Immunity in Nature
In a laboratory bacteria facing increasingly powerful
barriers of antibiotics between them and a source of
food took less than two weeks of dying in large
numbers but survivors mutuating sufficiently to pass
through these antibiotic barriers and enjoy their
Rob Dunn, Never Home Alone (Basic Books, 2018).
Our eco-choice lesson? Trying to kill bacteria with antibiotics will inevitably generate bacteria that are resistant to the antibiotics. Therefore, this should almost never be our choice, because it is not a sustainable choice.
What eco-choices do we have?
Our bodies’ immune systems have evolved to capture and kill bacteria that enter our bodies and pose a threat to our health. This is happening all the time. Vaccines help our immune systems focus on a known threat, such as COVID-19. Choosing to be vaccinated strengthens our immune systems.
Our human immune system is nature’s way of evolving to protect us from bacteria and other microbes that attack our cells after entering our body in the food or liquid we ingest or the air we breathe.
Living More Ecologically
Debra Levey Larson of the University of Illinois College of Agricultural Consumer and Environmental Sciences says research “has found evidence that spending time in nature provides protections against a startling range of diseases, including depression, diabetes, obesity, ADHD, cardiovascular disease, cancer, and many more.”
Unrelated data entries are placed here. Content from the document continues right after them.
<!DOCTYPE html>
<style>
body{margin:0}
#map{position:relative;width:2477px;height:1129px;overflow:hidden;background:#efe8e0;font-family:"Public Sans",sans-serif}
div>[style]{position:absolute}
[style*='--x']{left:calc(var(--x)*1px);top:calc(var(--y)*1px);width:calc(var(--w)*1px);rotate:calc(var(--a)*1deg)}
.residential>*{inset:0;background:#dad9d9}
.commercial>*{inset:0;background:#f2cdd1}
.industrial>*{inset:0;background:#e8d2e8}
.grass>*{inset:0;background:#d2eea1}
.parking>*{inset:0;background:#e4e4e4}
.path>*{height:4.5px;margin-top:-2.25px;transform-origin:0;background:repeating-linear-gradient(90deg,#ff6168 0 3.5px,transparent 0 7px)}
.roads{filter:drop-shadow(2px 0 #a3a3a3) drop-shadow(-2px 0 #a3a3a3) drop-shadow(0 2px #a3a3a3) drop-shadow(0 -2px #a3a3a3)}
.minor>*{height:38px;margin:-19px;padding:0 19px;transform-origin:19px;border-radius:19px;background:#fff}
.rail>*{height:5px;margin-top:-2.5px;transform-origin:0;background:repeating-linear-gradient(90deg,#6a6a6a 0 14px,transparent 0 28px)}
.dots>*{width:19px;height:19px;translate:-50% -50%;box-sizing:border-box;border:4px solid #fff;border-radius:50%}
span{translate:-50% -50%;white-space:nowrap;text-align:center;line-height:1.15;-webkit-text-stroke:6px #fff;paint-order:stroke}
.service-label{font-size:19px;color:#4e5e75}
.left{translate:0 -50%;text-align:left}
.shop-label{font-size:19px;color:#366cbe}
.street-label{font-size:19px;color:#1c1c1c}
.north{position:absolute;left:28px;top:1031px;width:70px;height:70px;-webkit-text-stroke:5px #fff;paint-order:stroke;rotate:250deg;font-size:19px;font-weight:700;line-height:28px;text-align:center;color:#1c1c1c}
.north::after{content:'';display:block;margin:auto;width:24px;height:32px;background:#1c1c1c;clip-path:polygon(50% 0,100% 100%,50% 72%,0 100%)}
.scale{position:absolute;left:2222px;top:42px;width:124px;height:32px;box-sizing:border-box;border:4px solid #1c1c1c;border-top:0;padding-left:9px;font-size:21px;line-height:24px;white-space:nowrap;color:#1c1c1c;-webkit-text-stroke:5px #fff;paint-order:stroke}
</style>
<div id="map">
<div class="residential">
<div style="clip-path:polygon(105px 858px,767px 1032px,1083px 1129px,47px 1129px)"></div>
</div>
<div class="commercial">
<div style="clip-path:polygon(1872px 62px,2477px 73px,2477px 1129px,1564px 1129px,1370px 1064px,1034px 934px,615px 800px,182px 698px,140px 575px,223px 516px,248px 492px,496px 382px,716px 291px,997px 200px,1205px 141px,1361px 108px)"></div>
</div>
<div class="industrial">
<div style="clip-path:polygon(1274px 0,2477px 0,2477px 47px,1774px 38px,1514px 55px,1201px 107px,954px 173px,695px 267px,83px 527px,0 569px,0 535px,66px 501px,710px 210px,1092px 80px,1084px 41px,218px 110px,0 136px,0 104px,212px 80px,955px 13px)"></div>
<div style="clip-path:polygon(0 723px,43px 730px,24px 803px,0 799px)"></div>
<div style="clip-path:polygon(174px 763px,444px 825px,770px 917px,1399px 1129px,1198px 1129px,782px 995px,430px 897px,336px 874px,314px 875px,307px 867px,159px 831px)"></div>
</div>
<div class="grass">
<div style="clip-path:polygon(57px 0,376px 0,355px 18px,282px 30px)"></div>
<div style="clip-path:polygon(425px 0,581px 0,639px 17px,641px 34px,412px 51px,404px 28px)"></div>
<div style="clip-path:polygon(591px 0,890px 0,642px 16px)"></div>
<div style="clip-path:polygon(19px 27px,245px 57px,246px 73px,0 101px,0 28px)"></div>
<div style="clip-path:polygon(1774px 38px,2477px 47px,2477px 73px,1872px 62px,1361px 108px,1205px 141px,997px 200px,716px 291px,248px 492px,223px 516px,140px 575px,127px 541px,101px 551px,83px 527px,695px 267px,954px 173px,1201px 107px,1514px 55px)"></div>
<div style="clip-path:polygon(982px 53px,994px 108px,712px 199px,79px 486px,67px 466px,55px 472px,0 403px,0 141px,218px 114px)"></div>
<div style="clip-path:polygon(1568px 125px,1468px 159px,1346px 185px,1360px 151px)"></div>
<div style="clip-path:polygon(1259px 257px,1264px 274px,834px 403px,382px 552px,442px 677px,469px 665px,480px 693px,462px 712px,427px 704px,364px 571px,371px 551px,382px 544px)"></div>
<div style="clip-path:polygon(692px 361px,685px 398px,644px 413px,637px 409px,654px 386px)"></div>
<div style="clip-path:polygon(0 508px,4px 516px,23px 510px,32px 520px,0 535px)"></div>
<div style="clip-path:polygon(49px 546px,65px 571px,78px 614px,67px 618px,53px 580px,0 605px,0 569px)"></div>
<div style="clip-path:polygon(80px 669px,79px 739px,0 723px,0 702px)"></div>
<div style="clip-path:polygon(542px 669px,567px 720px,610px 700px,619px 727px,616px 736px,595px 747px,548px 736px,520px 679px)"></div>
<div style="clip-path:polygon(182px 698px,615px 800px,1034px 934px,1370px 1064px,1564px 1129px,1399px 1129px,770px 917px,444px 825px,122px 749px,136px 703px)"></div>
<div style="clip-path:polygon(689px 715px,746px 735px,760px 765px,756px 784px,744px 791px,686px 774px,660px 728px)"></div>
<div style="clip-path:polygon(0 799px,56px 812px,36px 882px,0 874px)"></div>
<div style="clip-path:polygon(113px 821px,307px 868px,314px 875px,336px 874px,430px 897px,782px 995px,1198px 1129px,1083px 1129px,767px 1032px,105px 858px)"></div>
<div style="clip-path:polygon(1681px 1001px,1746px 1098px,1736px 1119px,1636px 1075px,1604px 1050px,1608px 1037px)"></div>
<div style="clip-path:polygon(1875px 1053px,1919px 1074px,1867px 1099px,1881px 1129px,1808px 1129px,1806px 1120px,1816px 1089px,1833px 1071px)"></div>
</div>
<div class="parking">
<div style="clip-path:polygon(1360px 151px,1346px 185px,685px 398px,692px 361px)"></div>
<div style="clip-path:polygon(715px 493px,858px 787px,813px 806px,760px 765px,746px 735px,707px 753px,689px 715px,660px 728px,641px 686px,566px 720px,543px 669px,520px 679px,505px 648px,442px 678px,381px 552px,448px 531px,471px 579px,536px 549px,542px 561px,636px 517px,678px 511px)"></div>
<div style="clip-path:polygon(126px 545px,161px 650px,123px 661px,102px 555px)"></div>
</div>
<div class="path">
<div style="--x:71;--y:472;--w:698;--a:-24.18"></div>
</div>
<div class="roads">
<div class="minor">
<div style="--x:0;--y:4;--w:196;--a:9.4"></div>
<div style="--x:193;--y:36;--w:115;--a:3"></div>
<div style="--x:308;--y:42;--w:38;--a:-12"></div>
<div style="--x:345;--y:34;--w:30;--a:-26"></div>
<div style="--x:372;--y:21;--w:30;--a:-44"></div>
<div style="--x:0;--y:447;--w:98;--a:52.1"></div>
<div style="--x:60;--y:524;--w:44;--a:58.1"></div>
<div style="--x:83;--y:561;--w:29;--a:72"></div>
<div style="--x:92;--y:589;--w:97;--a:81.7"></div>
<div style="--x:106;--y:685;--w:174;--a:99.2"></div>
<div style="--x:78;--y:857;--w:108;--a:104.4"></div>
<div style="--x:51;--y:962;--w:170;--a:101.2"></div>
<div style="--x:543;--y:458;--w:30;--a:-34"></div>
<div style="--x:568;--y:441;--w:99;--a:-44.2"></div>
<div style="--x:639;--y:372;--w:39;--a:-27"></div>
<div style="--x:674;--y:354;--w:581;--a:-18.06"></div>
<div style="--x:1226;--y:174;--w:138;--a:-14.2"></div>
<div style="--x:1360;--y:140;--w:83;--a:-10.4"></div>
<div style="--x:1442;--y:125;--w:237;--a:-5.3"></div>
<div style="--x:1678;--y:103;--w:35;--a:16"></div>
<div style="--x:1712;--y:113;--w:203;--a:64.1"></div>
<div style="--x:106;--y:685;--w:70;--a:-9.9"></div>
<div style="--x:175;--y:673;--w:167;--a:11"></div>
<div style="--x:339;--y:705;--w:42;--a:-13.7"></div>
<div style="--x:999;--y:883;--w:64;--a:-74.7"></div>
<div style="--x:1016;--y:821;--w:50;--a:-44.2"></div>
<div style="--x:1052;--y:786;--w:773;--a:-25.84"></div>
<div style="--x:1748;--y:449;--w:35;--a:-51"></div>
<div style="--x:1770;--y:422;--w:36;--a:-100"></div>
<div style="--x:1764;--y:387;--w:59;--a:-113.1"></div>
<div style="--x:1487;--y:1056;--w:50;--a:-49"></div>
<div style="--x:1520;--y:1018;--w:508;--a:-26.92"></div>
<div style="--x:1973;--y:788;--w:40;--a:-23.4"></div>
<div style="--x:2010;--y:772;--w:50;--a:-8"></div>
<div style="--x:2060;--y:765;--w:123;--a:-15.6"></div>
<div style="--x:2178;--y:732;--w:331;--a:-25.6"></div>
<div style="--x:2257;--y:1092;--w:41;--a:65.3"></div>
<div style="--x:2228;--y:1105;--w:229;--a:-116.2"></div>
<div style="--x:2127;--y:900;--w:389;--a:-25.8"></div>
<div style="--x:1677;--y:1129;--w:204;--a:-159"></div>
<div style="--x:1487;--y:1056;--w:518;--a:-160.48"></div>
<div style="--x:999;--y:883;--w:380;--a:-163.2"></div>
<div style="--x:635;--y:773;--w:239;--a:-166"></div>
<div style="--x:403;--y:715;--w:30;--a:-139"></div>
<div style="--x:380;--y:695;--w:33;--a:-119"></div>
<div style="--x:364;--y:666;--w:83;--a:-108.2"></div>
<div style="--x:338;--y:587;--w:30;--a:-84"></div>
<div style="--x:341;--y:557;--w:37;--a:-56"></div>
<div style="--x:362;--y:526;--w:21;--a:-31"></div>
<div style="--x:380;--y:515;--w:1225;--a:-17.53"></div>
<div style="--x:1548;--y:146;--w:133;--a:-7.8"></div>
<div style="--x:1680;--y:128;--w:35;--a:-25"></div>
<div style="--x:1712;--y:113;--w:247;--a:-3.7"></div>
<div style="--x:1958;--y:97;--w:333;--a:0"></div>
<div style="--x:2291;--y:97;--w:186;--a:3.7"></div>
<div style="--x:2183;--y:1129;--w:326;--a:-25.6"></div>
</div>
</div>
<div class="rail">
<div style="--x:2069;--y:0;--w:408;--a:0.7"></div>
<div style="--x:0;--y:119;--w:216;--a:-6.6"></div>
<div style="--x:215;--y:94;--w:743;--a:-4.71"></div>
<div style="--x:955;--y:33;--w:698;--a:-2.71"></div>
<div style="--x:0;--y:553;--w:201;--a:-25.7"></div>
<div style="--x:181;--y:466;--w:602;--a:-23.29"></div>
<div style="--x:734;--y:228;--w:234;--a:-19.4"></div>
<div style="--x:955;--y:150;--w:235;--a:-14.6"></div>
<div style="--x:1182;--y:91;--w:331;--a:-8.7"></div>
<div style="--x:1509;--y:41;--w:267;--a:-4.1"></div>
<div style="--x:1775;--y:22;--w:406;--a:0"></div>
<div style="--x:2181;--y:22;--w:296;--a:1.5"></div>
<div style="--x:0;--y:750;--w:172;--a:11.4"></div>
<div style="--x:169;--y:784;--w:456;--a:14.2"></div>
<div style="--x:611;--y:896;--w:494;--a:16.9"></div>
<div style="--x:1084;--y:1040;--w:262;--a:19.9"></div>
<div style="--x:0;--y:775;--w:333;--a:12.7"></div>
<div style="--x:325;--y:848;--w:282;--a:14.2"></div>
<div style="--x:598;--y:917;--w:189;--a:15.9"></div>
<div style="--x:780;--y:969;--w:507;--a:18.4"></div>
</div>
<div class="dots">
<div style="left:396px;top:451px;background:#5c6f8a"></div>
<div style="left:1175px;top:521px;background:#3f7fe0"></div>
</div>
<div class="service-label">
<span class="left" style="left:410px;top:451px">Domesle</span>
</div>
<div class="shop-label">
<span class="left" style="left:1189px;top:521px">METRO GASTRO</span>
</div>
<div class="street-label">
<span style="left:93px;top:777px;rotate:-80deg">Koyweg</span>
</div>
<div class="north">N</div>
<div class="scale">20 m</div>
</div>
Her colleague Ming Kuo explains: “One way
to understand this relationship between nature,
health, and the immune system is that exposure
to nature switches the body into ‘rest and digest’
mode, which is the opposite of the ‘fight or flight’
mode. When we feel completely safe, our body
devotes resources to long-term investments that
lead to good health outcomes – growing,
reproducing, and building the immune system.”
Ian Tizard of the College of Veterinary Medicine and Biomedical Sciences at Texas A&M University explains that, like humans: “Animals are under constant threat of microbial invasion. These potential invaders gain access to the body through the intestine and respiratory tract and the skin. The large and diverse microbiota of the intestine serves to protect the intestine from infectious invaders by occupying a niche that precludes other organisms from establishment there.
To prevent microbial invasion, animal immune defenses “include physical barriers such as the skin, which has its own microbiota” that desiccate (dry up) invading micro-organisms. “Inhaled microorganisms and other material are rapidly removed by the mucociliary apparatus, which consists of ciliated epithelial cells and mucus-secreting cells that move inhaled material from the lower to the upper respiratory tract from which they are removed by the cough reflex.
“The second line of defense is a ‘hard-wired’ system of innate immunity that depends on a rapid stereotypical response to stop and kill both bacteria and viruses. This is typified by the process of acute inflammation and by the classic illness responses such as a fever.
"The third line of defense is the highly complex, specific, and long-lasting adaptive immunity. Because an animal accumulates memory cells after exposure to pathogens, adaptive immunity provides an opportunity for the host to respond to exposure by creating a highly specific and effective response to each individual infectious agent.”